The recent withdrawal of MerckMRK-- & Co. (MRK) and Daiichi Sankyo's (4568.T) Biologics License Application (BLA) for patritumab deruxtecan marks a pivotal moment for investors in oncology drug development. The failure to meet overall survival (OS) endpoints in the HERTHENA-Lung02 phase 3 trial for EGFR-mutated non-small cell lung cancer (NSCLC) underscores the fragile balance between promising progression-free survival (PFS) data and the harsh realities of clinical outcomes. For investors in antibody-drug conjugate (ADC) pipelines, this setback raises critical questions about the strategic risks of relying on single-trial success, the resilience of oncology portfolios, and the long-term value of ADC platforms.

HER3-Targeted ADCs: A Double-Edged Sword

Patritumab deruxtecan's stumble highlights the precarious position of HER3-targeted ADCs. While the drug demonstrated statistically significant PFS benefits in earlier studies, the lack of OS improvement in the confirmatory trial has cast doubt on its clinical utility for this indication. Investors must now question whether HER3 overexpression—a biomarker prevalent in 83–90% of EGFR-mutated NSCLC tumors post-tyrosine kinase inhibitor (TKI) therapy—is a reliable target for meaningful survival gains. The setback could deter capital from HER3 programs unless sponsors can demonstrate robust OS data across multiple trials or biomarker-defined subsets.

Merck's oncology pipeline, however, remains resilient. The company's partnership with Daiichi Sankyo, expanded in August 2024, continues to advance other ADC candidates like ifinatamab deruxtecan (targeting IGF-1R in multiple myeloma) and gocatamab (a bispecific targeting HER2 and HER3). These programs, coupled with Merck's PD-1 inhibitor Keytruda (pembrolizumab), form a diversified oncology portfolio. .

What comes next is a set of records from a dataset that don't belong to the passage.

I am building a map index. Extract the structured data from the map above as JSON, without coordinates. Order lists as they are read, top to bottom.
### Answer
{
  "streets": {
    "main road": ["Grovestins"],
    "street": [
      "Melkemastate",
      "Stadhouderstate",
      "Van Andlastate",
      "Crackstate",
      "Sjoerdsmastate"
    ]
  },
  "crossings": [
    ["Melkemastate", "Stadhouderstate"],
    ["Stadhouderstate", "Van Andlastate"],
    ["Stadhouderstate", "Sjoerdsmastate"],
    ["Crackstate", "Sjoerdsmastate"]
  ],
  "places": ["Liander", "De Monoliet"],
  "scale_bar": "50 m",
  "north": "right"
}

Daiichi Sankyo: ADC Platform Value Under Pressure

Daiichi's ADC platform, which has produced patritumab deruxtecan and Enhertu (trastuzumab deruxtecan), faces scrutiny. While Enhertu's success in HER2-positive breast and gastric cancers has bolstered the platform's reputation, the patritumab withdrawal reveals its vulnerabilities. The company's strategy of testing patritumab in 15 cancer types—including gastric, biliary, and triple-negative breast cancer—suggests that the ADC's potential lies in broader oncology applications. Investors should demand transparency on biomarker-driven subgroup analyses from ongoing trials, as these could redefine the drug's value.

.

The OS Imperative: A New Standard for Biotech Valuations

Patritumab's failure should recalibrate investor expectations. Relying on PFS alone—despite its role as a surroagte endpoint—is risky when OS, the gold standard, remains elusive. Biotechs with pipelines anchored in single-trial successes or narrow indications may face steep revaluations. Investors should prioritize companies with:
1. Phase 3 OS data across multiple tumor types.
2. Biomarker-driven strategies to identify responsive patient subsets.
3. Diversified ADC portfolios with candidates targeting validated pathways (e.g., HER2, TROP-2).

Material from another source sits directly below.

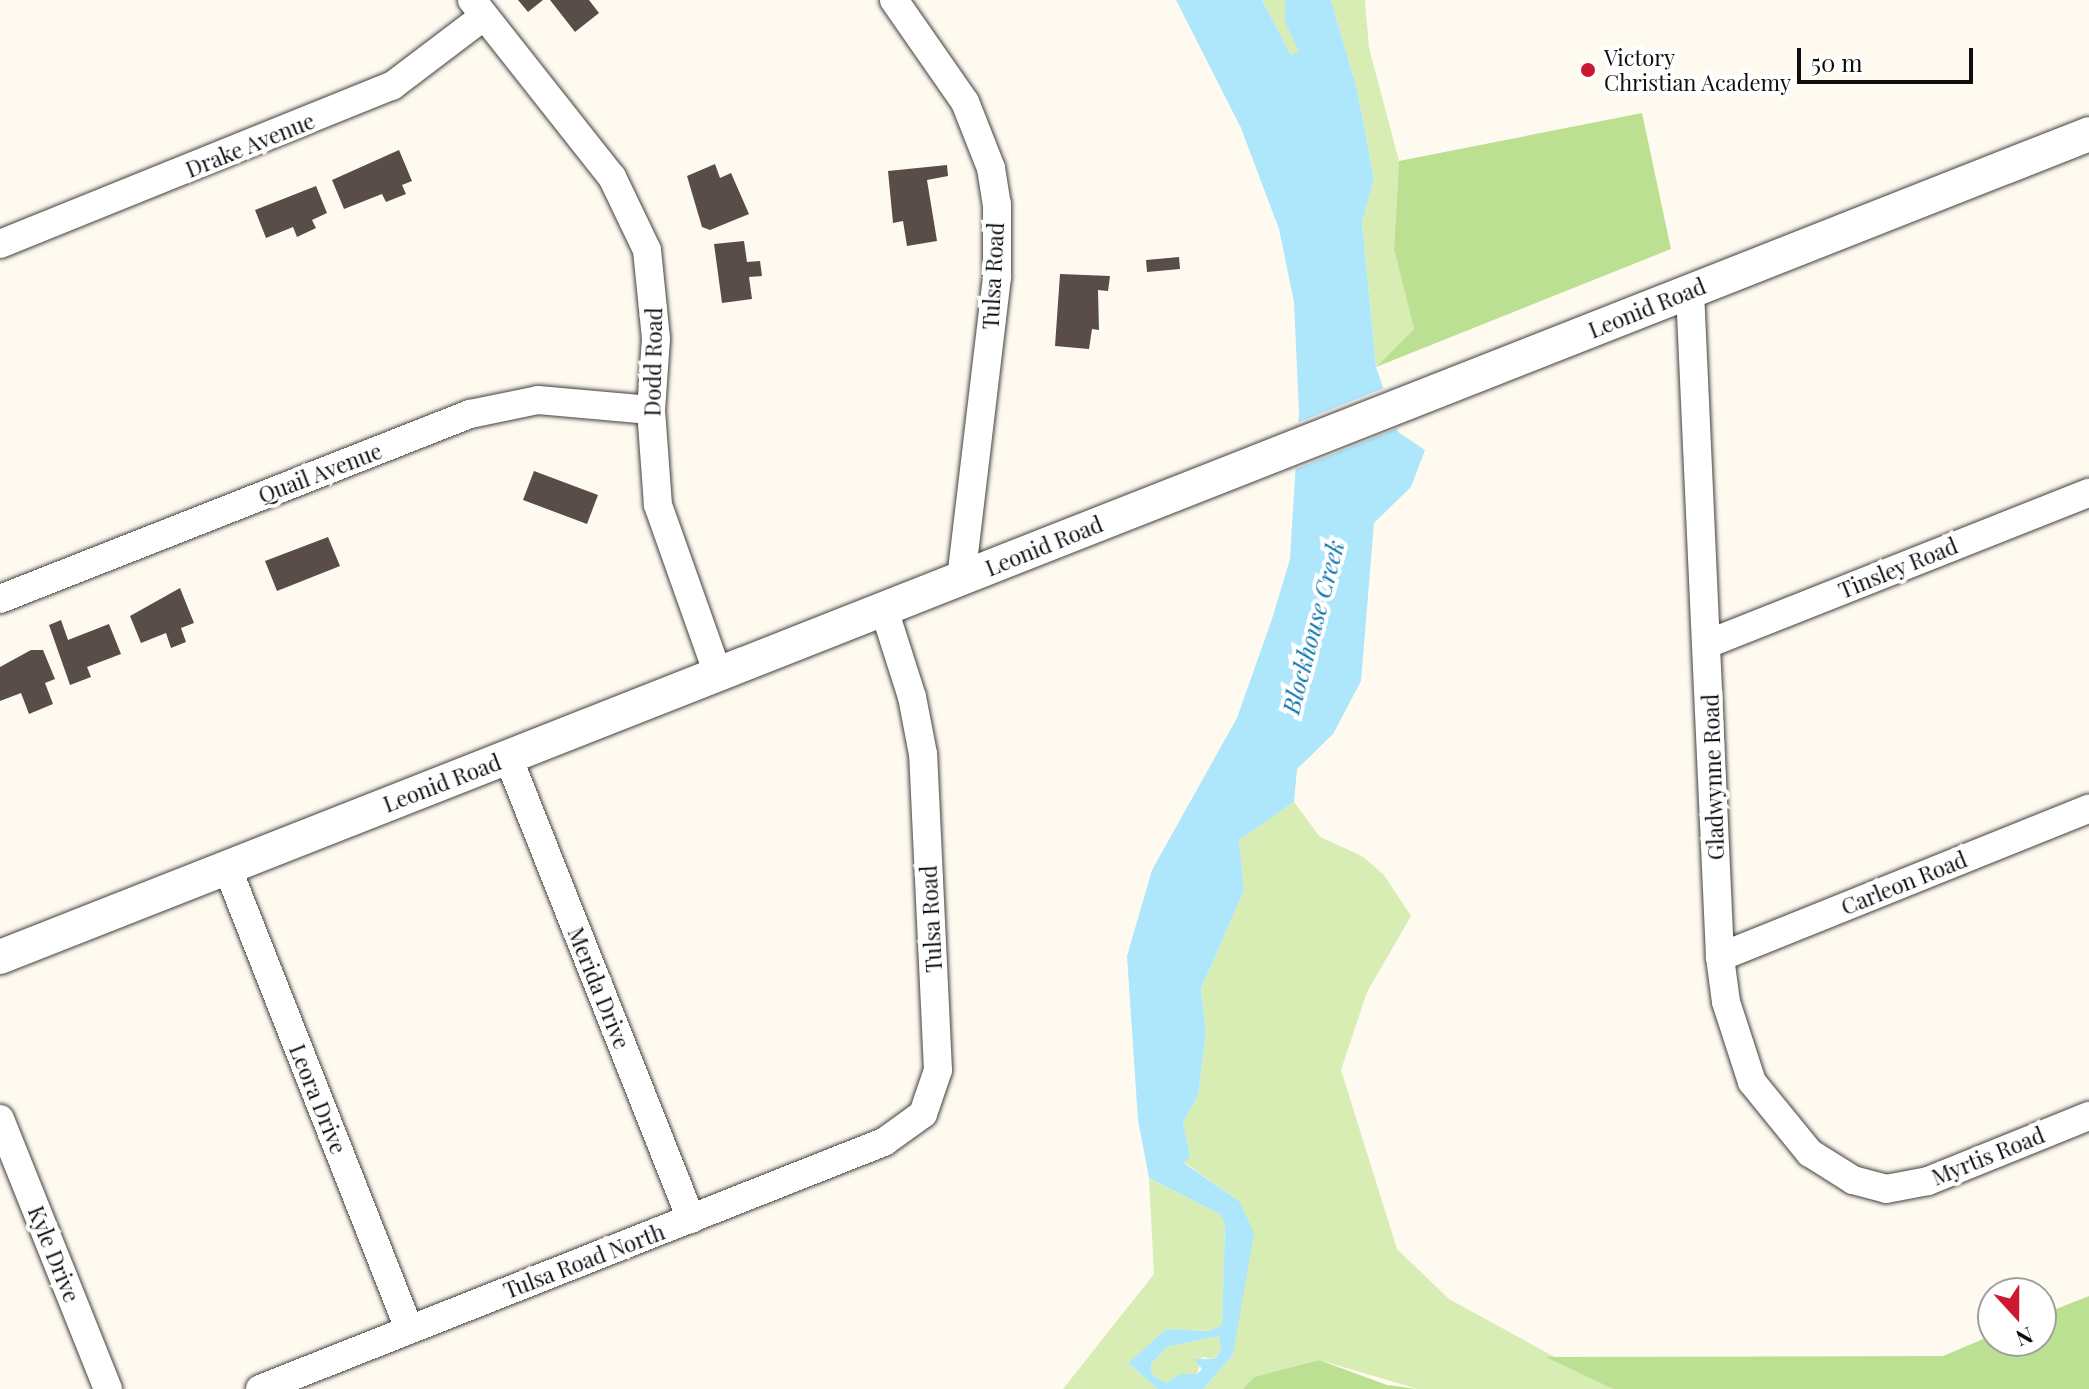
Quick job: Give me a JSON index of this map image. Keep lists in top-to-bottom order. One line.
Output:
{"streets":{"street":["Drake Avenue","Tulsa Road","Leonid Road","Dodd Road","Quail Avenue","Tinsley Road","Gladwynne Road","Carleon Road","Merida Drive","Leora Drive","Myrtis Road","Kyle Drive","Tulsa Road North"]},"crossings":[["Drake Avenue","Dodd Road"],["Tulsa Road","Leonid Road"],["Tulsa Road","Tulsa Road North"],["Leonid Road","Dodd Road"],["Leonid Road","Gladwynne Road"],["Leonid Road","Merida Drive"],["Leonid Road","Leora Drive"],["Dodd Road","Quail Avenue"],["Tinsley Road","Gladwynne Road"],["Gladwynne Road","Carleon Road"],["Gladwynne Road","Myrtis Road"],["Merida Drive","Tulsa Road North"],["Leora Drive","Tulsa Road North"]],"water":["Blockhouse Creek"],"places":["Victory Christian Academy"],"scale_bar":"50 m","north":"bottom"}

Call to Action: Rebalance Your Biotech Portfolio

The lesson is clear: ADC pipelines must deliver on OS or risk obsolescence. Investors should:
- Avoid overpaying for assets tied to single-indication PFS data.
- Favor companies with broad clinical programs (like Daiichi's 15-cancer trials) or partnerships (e.g., Merck's ADC collaborations).
- Monitor ASCO 2025 closely for OS data from key trials, including patritumab's HERTHENA-Lung02.

The withdrawal of patritumab's BLA is not an indictment of ADCs but a wake-up call. The field is now bifurcating: winners will be those who prove OS gains across diverse populations, while others will falter. For investors, the time to pivot toward evidence-based resilience is now.

.

The ADC revolution is far from over, but its next phase demands rigor—and investors must be ready to reward it.